Only the lines holding "stream" are wanted. Copy every one from the records below.
....
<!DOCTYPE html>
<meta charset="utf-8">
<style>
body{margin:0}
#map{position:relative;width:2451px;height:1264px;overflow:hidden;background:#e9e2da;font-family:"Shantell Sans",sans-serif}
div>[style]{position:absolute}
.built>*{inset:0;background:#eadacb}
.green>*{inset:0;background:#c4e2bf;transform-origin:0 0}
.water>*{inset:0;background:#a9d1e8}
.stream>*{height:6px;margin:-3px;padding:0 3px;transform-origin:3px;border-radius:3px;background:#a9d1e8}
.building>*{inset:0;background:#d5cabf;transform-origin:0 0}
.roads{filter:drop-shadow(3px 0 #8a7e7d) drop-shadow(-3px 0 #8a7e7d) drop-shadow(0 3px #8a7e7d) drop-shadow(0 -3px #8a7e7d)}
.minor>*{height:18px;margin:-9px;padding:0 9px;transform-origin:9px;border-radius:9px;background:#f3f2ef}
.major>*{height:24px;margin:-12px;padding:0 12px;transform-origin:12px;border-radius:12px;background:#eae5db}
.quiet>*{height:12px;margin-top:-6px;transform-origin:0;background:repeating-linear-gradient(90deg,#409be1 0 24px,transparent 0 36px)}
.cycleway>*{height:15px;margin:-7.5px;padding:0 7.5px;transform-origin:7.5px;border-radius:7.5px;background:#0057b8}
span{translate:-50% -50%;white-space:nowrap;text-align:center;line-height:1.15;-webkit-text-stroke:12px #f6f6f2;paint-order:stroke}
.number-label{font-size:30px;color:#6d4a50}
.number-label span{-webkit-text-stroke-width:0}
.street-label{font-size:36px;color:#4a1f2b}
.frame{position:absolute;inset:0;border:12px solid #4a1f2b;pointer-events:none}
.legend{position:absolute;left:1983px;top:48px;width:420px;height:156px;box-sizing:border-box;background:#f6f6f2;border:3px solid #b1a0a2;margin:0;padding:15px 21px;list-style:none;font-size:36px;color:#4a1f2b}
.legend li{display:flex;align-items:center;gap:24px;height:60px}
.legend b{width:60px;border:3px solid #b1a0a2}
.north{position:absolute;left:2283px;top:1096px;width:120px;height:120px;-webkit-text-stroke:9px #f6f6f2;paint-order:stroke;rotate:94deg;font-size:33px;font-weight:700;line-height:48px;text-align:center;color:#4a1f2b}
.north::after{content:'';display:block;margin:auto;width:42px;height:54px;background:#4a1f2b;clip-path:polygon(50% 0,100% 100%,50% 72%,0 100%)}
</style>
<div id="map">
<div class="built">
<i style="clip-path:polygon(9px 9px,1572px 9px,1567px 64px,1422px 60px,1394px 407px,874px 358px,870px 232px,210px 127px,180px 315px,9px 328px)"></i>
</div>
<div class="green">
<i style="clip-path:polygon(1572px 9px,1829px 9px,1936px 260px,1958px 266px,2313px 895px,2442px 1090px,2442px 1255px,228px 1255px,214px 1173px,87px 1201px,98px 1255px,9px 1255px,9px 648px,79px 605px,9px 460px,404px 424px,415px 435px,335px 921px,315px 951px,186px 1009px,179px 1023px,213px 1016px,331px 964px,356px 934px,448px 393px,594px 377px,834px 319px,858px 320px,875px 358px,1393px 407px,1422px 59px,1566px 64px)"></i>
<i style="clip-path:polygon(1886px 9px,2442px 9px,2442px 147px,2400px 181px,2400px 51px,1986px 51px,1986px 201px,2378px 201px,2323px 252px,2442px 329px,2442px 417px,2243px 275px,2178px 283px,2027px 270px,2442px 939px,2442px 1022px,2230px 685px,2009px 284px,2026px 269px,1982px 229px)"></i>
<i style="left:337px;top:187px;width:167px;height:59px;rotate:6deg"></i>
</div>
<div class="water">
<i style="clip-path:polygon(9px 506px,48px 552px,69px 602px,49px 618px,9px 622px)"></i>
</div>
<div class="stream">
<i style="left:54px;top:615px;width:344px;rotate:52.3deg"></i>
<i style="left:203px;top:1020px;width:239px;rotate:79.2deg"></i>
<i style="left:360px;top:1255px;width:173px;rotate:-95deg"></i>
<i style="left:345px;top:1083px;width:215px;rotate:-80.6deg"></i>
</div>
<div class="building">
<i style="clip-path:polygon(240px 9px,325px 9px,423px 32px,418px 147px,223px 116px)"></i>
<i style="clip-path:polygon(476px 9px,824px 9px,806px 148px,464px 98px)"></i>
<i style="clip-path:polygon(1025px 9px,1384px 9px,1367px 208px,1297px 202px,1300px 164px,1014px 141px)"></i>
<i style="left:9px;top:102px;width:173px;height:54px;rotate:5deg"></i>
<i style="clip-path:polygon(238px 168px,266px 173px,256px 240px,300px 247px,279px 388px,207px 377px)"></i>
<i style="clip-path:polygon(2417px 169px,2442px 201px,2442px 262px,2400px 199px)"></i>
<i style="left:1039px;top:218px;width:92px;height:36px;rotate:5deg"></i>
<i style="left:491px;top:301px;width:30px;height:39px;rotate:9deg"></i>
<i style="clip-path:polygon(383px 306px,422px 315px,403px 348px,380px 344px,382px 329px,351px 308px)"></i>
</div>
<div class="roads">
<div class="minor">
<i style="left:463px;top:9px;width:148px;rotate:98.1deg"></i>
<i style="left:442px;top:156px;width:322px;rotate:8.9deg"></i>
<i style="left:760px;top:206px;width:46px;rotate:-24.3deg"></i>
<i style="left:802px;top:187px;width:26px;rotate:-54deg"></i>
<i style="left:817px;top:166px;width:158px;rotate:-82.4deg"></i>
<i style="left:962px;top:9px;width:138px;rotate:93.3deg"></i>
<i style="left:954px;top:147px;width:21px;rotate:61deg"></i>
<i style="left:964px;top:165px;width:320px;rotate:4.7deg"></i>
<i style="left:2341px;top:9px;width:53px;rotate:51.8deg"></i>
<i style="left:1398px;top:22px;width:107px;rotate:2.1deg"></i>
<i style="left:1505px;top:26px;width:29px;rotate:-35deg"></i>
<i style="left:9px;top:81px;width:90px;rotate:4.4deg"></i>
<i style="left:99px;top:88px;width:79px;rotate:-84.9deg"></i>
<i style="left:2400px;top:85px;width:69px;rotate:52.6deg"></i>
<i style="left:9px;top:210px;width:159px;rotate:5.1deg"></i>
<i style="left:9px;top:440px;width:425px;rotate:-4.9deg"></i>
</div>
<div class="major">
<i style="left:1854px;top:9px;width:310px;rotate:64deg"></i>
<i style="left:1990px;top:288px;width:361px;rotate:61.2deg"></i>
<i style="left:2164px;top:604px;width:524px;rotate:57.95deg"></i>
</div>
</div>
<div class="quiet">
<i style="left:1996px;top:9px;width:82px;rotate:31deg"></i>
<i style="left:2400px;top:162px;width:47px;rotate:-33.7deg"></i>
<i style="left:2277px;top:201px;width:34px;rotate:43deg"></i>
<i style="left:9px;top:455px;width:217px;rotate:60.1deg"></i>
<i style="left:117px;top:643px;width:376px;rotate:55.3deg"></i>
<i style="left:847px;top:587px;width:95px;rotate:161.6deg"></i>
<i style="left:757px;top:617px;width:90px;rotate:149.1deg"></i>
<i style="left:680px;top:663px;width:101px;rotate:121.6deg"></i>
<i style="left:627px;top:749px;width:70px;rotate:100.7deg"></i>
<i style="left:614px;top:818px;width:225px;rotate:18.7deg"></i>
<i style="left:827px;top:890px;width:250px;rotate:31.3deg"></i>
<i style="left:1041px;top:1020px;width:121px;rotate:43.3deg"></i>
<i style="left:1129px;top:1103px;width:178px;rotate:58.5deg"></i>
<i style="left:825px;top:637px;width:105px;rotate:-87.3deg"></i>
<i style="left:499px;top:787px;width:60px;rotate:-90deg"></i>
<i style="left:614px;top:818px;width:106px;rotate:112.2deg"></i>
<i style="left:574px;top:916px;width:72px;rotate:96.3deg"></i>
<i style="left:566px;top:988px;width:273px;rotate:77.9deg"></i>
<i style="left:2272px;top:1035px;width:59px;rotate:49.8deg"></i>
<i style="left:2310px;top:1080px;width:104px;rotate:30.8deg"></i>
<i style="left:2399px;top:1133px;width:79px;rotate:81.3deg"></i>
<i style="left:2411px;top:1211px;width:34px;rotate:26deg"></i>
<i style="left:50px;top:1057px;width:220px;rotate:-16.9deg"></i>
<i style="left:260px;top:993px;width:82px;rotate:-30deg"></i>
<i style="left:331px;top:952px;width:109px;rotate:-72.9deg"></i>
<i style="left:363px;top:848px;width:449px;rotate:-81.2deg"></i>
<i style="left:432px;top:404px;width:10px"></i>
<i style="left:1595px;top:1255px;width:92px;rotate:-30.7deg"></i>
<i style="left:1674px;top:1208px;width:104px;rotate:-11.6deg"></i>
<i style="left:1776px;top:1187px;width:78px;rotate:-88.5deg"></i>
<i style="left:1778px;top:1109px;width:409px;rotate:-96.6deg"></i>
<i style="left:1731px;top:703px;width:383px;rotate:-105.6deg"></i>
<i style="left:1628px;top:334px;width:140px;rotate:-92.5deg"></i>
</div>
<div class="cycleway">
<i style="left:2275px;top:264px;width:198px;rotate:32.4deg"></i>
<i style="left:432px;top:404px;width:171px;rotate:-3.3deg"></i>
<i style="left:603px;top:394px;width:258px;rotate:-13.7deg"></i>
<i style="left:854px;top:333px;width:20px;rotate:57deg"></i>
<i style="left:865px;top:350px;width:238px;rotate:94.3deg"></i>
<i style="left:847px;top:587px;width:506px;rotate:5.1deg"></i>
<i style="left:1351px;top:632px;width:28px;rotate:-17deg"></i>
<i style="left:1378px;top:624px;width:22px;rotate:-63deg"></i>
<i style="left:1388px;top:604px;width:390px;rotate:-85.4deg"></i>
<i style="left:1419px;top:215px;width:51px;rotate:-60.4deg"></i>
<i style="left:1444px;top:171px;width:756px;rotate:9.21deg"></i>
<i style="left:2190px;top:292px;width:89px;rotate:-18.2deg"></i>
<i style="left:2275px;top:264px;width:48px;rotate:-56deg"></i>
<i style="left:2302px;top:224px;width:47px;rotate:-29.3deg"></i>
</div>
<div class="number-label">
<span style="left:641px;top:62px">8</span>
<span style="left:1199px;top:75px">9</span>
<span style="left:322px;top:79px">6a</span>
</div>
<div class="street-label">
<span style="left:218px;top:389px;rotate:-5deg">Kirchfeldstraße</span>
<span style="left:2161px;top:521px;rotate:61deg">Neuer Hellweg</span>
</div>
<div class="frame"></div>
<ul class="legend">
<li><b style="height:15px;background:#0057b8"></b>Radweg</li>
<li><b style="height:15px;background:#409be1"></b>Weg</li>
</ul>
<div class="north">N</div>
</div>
....
Output for this exercise:
.stream>*{height:6px;margin:-3px;padding:0 3px;transform-origin:3px;border-radius:3px;background:#a9d1e8}
<div class="stream">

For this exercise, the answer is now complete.